A team of lawyers at the Schlesinger Law Offices convinced a Broward County jury to award $37 million in damages to the family of lifelong smoker Rita Mahfuz, who died of lung cancer in 1999.
Steven J. Hammer, Brittany Chambers, Jonathan R. Gdanski and Scott P. Schlesinger argued that tobacco giants R.J. Reynolds Tobacco Co. and Philip Morris USA Inc. used misleading ads to prey on people like Mahfuz, who was just 13 when she picked up her first pack.

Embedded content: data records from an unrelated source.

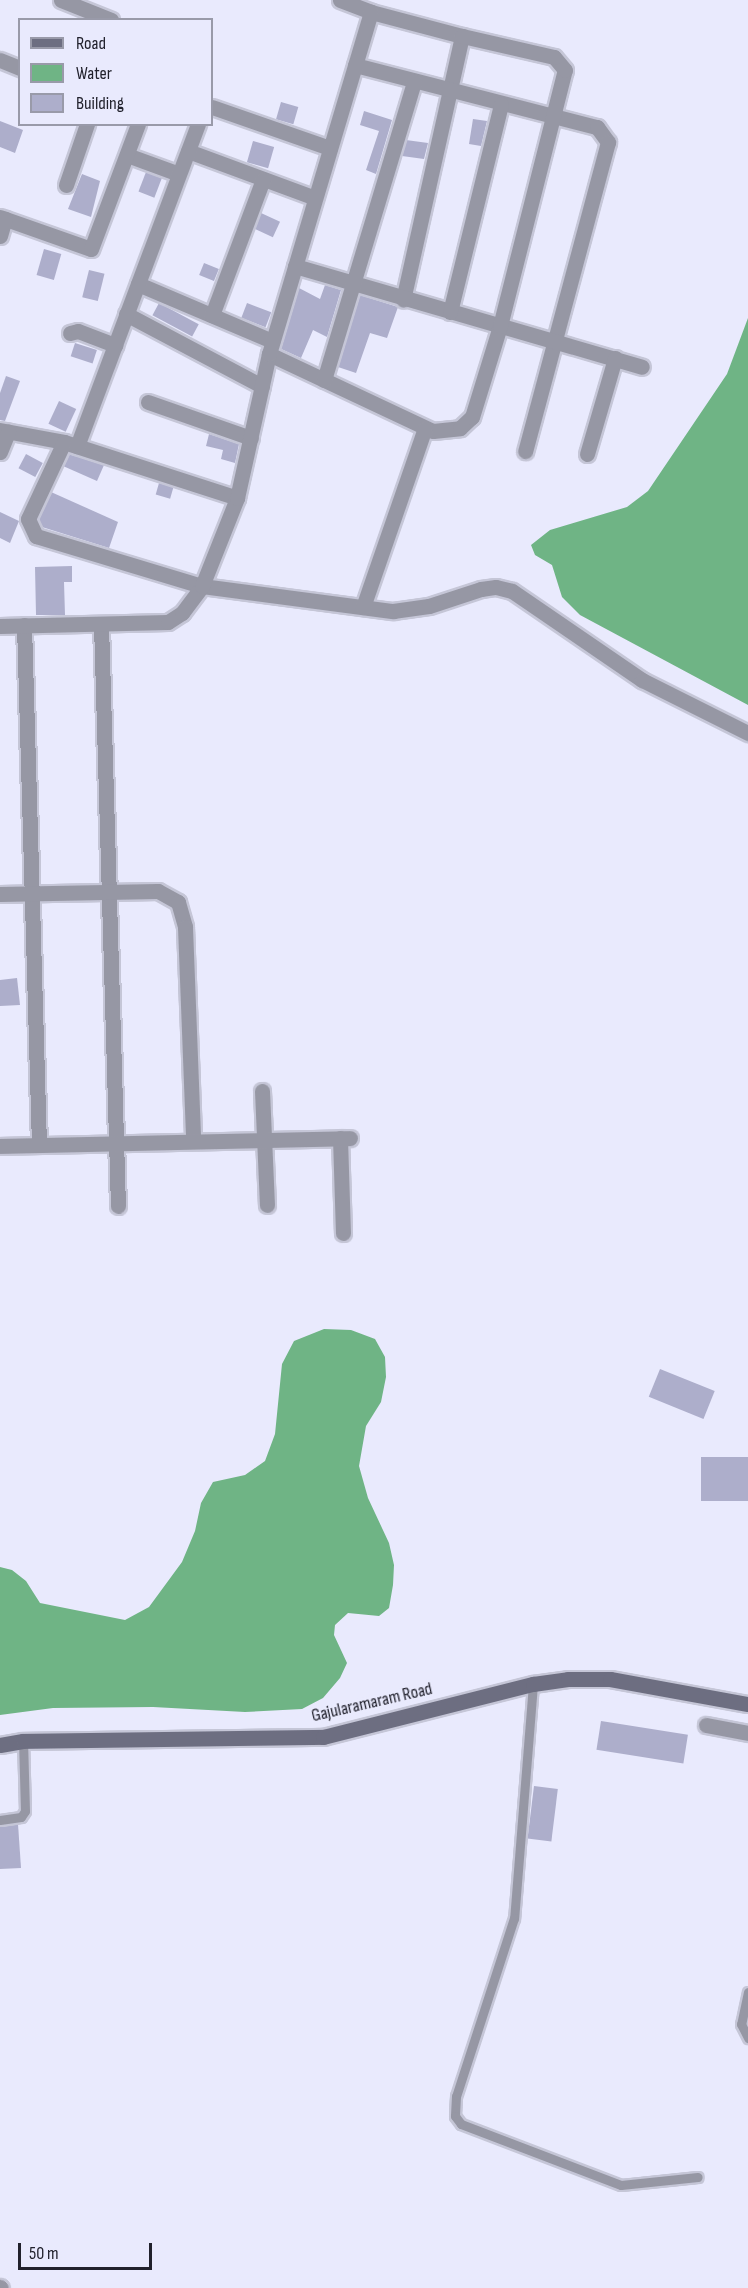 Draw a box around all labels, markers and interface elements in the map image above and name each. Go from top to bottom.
legend [18,18,213,126]
text: Road [76,33,106,54]
text: Water [76,63,112,84]
text: Building [76,93,124,114]
street label: Gajularamaram Road [309,1679,435,1727]
scale bar [21,2231,154,2269]
text: 50 m [29,2243,59,2264]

Mahfuz died at 53 — a young age to suffer from lung cancer and chronic obstructive pulmonary disease, a lung disease that blocks airways and causes wheezing. The team estimates jurors were likely struck by Mahfuz’s early death and back story.

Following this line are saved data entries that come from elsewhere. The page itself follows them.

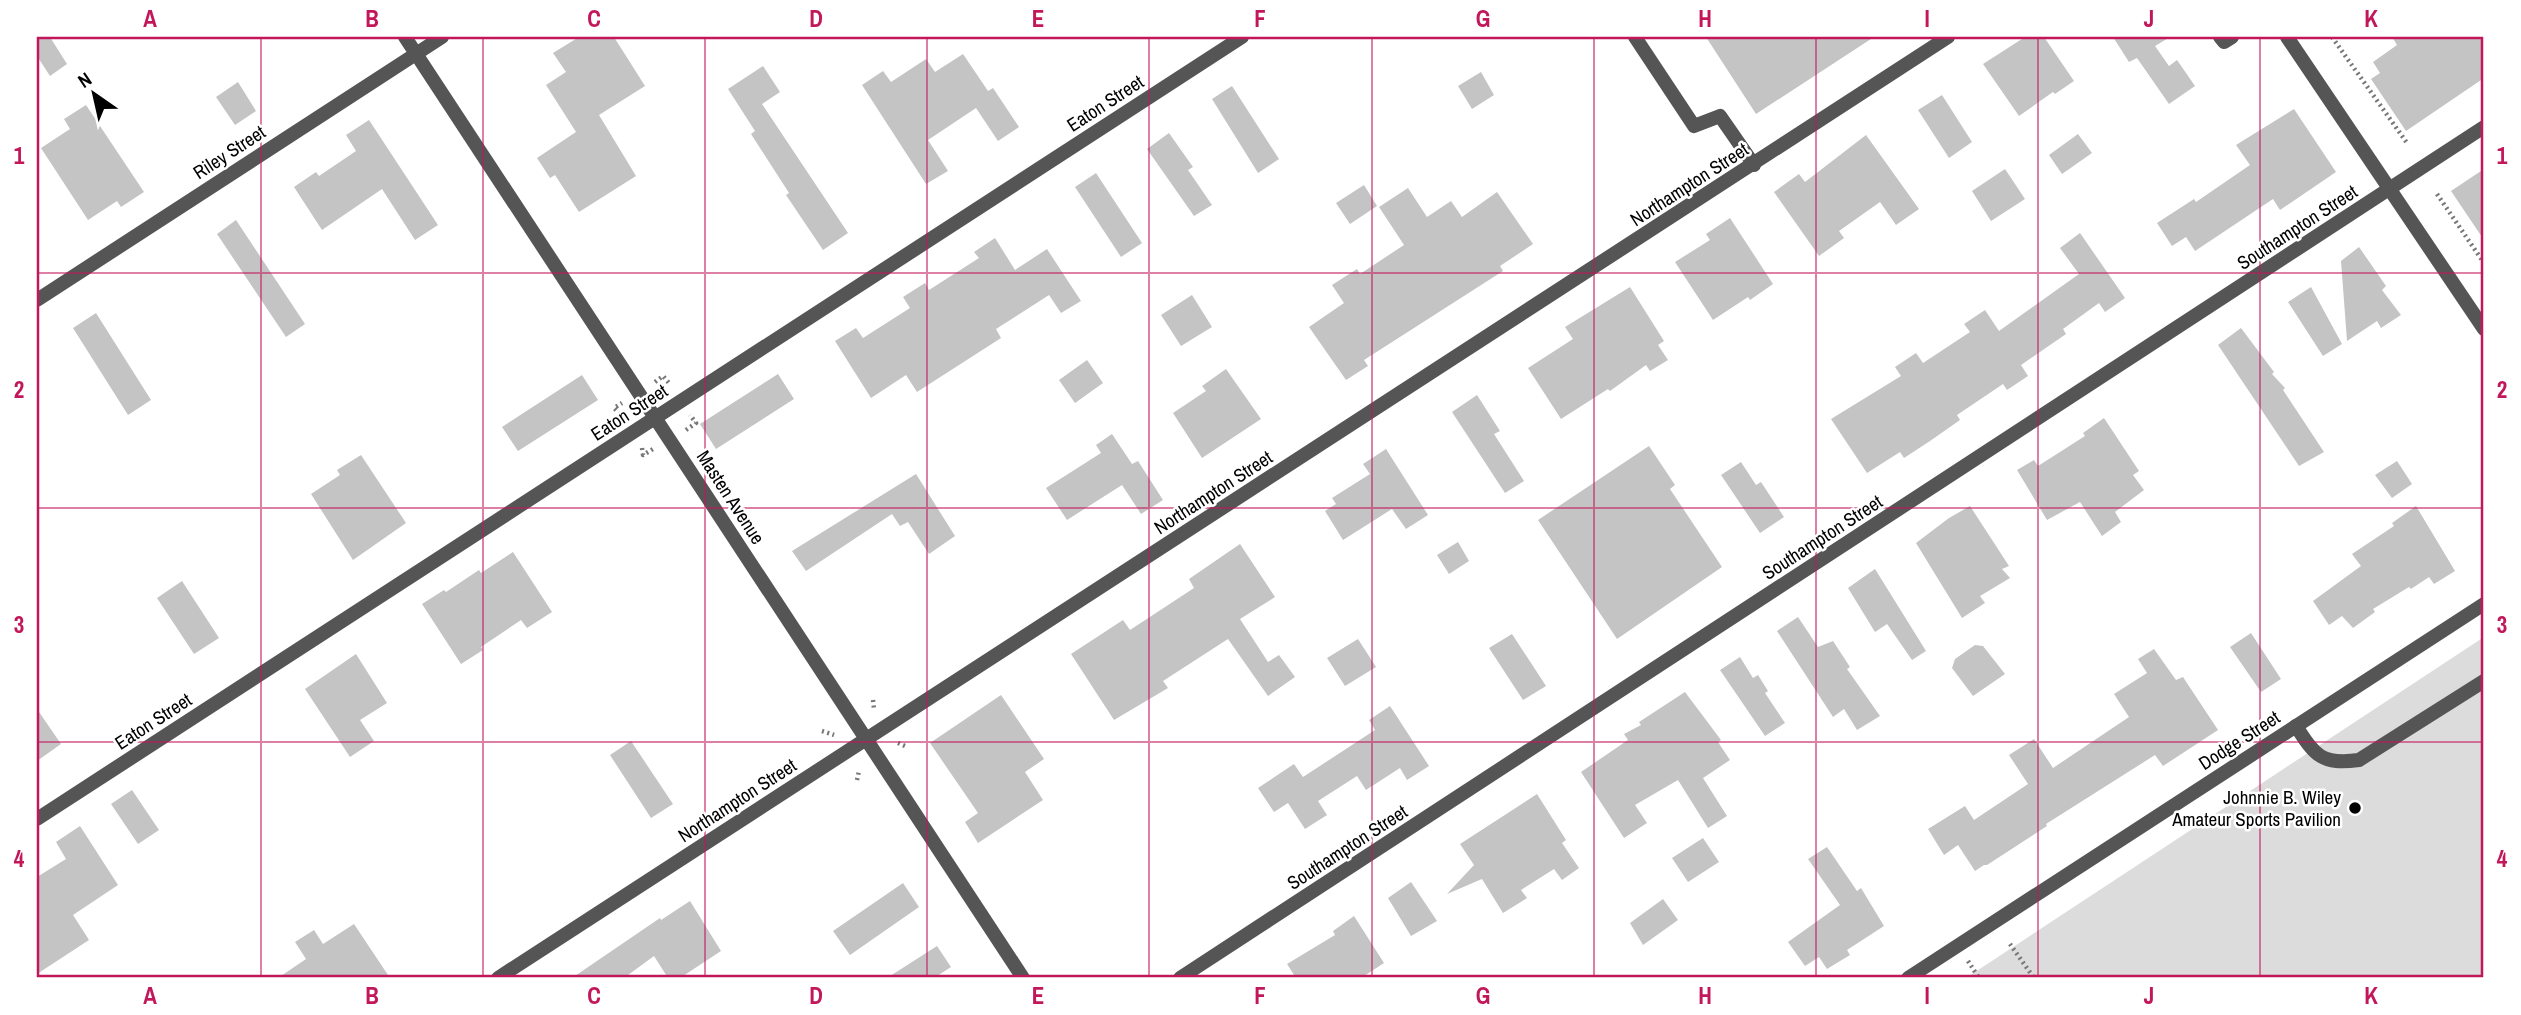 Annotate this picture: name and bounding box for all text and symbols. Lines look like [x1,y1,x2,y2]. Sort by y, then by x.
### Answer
text: A [143,3,157,34]
text: B [365,3,379,34]
text: C [587,3,601,34]
text: D [809,3,823,34]
text: E [1032,3,1044,34]
text: F [1254,3,1266,34]
text: G [1476,3,1490,34]
text: H [1698,3,1712,34]
text: I [1924,3,1930,34]
text: J [2144,3,2154,34]
text: K [2364,3,2378,34]
north arrow [60,60,130,130]
text: N [73,66,96,94]
street label: Eaton Street [1062,68,1149,137]
street label: Riley Street [188,119,271,185]
street label: Northampton Street [1625,136,1754,232]
text: 1 [14,140,25,171]
text: 1 [2497,140,2508,171]
street label: Southampton Street [2232,178,2363,276]
text: 2 [14,374,24,405]
text: 2 [2497,374,2507,405]
street label: Eaton Street [586,377,673,446]
street label: Northampton Street [1149,444,1278,540]
street label: Masten Avenue [691,445,771,549]
street label: Southampton Street [1757,488,1888,586]
text: 3 [14,609,24,640]
text: 3 [2497,609,2507,640]
street label: Eaton Street [110,686,197,755]
street label: Dodge Street [2193,704,2285,776]
street label: Northampton Street [673,752,802,848]
place label: Johnnie B. Wiley Amateur Sports Pavilion [2171,784,2341,832]
street label: Southampton Street [1282,798,1413,896]
marker: Johnnie B. Wiley Amateur Sports Pavilion [2347,800,2363,816]
text: 4 [14,843,25,874]
text: 4 [2497,843,2508,874]
text: A [143,980,157,1011]
text: B [365,980,379,1011]
text: C [587,980,601,1011]
text: D [809,980,823,1011]
text: E [1032,980,1044,1011]
text: F [1254,980,1266,1011]
text: G [1476,980,1490,1011]
text: H [1698,980,1712,1011]
text: I [1924,980,1930,1011]
text: J [2144,980,2154,1011]
text: K [2364,980,2378,1011]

Mahfuz’s husband, Richard, brought the original lawsuit in 2007 blaming the tobacco corporations for her early death. His wife had often smoked Winston cigarettes, owned by R.J. Reynolds, and Virginia Slims, owned by Philip Morris.
Richard Mahfuz was lost without his wife, according to Hammer, as they were childhood sweethearts.
“They didn’t have much, but whatever they had they gave to their kids and made sure that they had a good life together,” Hammer said. “When they finally got to the age where they could retire, she died.”
The case is one of thousands of similar suits emanating from a 2016 Florida Supreme Court ruling that overturned a $145 billion verdict against Big Tobacco and gave the go-ahead for 700,000 other individuals to bring similar cases in future.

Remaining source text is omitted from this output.